Kosten entschlossen gesenkt

Übrig blieben 67 Portfoliounternehmen, die in ihrer organischen Entwicklung – also im eigentlichen Geschäft – bewertbar schienen. Sie kamen zum größten Teil aus Europa – besonders viele aus Deutschland, dem Vereinigten Königreich und Frankreich – und stammten zu vier Fünfteln aus der Industriegüterproduktion wie Maschinen- und Anlagenbau, Luftfahrt sowie Prozessindustrie wie der Chemie- und Verpackungsbranche.
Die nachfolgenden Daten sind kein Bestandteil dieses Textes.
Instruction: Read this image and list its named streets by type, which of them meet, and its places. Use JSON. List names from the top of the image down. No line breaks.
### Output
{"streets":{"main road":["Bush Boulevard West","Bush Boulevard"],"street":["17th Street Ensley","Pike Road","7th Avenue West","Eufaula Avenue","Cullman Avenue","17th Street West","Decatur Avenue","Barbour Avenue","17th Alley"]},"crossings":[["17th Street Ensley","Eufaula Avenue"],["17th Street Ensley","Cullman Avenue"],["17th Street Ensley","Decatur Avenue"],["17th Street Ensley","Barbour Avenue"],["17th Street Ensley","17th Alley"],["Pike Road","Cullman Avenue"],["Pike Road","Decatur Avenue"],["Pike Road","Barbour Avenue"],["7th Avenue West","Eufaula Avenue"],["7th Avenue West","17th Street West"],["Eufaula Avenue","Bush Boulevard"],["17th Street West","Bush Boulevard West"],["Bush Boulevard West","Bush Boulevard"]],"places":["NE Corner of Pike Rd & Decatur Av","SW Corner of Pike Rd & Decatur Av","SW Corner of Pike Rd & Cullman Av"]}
Das Ergebnis: Die Gesellschaften steigerten den Umsatz im Betrachtungszeitraum durchschnittlich um 28 Prozent, während Vergleichsunternehmen ohne Private-Equity-Hintergrund auf ein Plus von 13 Prozent kamen. Das operative Ergebnis (Ebitda) zog im Durchschnitt um 42 Prozent an, gegenüber 9 Prozent in der Vergleichsgruppe. Inverto führt das maßgeblich auf entschlossene Kostensenkung in den indirekten Bedarfen zurück, also im Einkauf von Waren und Dienstleistungen, welche die Unternehmen nicht selbst weiterverarbeiten: zum Beispiel IT-Ausstattung, Energie, Reinigungsdiensten und Büromaterial. Das kam Inverto zufolge auch den Belegschaften zugute. Portfoliounternehmen von Private Equity hätten mehr Arbeitsplätze geschaffen: Ihre Zahl wuchs demzufolge um 12 Prozent statt 9 Prozent in den Vergleichsunternehmen. Nur in Sanierungsfällen sinke die Mitarbeiteranzahl.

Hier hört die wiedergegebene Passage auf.